October 6, 2023 at 2:00 PM - 3:00 PM

Ambitious targets on aggressive timelines have been heralded for the development of offshore wind energy in the United States, especially in New Jersey with a target of 11 GW (nearly 2/3 of current generation) of offshore wind energy capacity by 2040. With these targets and timelines, immense effort is required to minimize risk (financial risk, energy system risk, and environmental risk), and computational simulations of full-scale offshore wind farms under realistic atmospheric and oceanic conditions will be absolutely critical in siting, operations, forecasting, and understanding potential climate impacts. Such computational simulations are exceptionally challenging due to the multi-physics, multi-scale nature of the problem from the smallest scales of the waves and the turbulence to the multi-kilometer scales of the farms. As a result, for full-scale farm simulations with Large Eddy Simulation (LES), much of the key physical phenomena will be unresolved. In this seminar, our efforts toward full-scale farm simulations with LES will be discussed. Our computationally efficient wall-modeled LES framework combines an Actuator Disk Model for the wind turbines with a drag force-based model for the influence of the oceanic waves on the marine atmospheric boundary layer, which avoids ad hoc parameterization of oceanic waves as a simple roughness but at no increased cost.

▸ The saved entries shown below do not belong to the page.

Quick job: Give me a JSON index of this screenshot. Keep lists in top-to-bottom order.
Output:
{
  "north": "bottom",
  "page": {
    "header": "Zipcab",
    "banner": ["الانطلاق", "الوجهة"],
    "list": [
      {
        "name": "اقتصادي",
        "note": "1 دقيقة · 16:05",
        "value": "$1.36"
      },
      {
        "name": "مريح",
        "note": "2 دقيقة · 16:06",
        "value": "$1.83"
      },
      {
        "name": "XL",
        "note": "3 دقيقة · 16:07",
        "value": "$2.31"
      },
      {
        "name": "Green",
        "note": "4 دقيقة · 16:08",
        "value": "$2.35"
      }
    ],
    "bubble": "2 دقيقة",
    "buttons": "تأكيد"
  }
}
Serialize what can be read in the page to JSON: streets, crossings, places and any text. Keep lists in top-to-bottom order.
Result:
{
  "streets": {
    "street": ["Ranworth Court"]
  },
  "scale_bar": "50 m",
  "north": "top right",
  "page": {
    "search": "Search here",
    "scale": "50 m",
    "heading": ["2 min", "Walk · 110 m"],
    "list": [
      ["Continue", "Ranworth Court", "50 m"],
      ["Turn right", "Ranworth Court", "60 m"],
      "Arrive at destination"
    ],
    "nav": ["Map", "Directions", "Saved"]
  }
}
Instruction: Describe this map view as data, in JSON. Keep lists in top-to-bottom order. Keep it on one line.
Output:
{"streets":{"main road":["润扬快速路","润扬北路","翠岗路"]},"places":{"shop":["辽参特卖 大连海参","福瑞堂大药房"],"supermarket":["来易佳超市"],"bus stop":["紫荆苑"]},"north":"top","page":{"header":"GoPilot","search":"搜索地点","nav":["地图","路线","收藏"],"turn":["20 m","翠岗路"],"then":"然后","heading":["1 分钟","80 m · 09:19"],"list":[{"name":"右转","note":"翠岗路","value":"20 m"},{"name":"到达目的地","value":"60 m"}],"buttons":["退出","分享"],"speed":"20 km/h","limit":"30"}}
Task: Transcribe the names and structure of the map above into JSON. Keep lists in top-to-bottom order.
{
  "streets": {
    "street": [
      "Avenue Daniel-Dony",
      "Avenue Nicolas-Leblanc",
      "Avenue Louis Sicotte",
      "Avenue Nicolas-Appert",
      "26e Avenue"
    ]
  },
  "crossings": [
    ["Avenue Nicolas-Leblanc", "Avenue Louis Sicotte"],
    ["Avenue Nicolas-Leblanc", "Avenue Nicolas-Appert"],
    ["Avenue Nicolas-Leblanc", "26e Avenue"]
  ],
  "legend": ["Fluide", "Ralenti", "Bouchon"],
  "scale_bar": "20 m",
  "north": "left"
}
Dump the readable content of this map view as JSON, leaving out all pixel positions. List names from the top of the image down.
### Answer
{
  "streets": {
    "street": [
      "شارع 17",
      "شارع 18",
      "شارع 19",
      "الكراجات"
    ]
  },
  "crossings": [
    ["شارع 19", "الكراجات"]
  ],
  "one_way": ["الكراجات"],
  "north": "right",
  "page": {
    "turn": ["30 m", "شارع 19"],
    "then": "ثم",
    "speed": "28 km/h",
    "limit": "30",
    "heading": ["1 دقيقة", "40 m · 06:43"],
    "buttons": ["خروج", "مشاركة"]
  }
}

Our wall-modeled framework is shown to be orders of magnitude less expensive than wall-resolved/wave-phase-resolved simulations without any loss in accuracy. Recent efforts have focused on extending our approach to oceanic wave spectra, including a dynamic procedure to characterize completely unresolved waves, and to swell. Finally, using our framework, the sensitivity of offshore wind farms to wave characteristics is assessed to demonstrate that the waves are a leading order influence on offshore wind farm performance.

Michael Mueller

Professor and Associate Chair of the Department of Mechanical and Aerospace Engineering at Princeton University

Michael E. Mueller is the Associate Chair of and Professor in the Department of Mechanical and Aerospace Engineering at Princeton University. Since 2020, he is also jointly appointed as a Faculty Researcher at the National Renewable Energy Laboratory. He received a BS degree in mechanical engineering from The University of Texas at Austin in 2007, a MS degree in mechanical engineering from Stanford University in 2009, and a PhD degree in mechanical engineering from Stanford University in 2012. His research interests encompass computational modeling of multi-physics turbulent flows with applications to energy and propulsion, including combustion, offshore wind, and plasma, as well as broader areas of computational and data sciences including uncertainty quantification, algorithms for heterogeneous computational architectures, and data-based modeling and algorithms. He is a Fellow of the American Society of Mechanical Engineers and an Associate Fellow of the American Institute of Aeronautics and Astronautics. Among other awards and recognitions for his research, he has been recognized with the Hiroshi Tsuji Early Career Research Award from The Combustion Institution and the Young Investigator Program (YIP) Award from the Army Research Office. He has also received the Princeton University Graduate Mentoring Award and been named to the Princeton University School of Engineering and Applied Science Commendation List for Outstanding Teaching in 11 semesters.


October 6, 2023
2:00 PM - 3:00 PM
Event Category:


Penn Institute for Computational Science (PICS)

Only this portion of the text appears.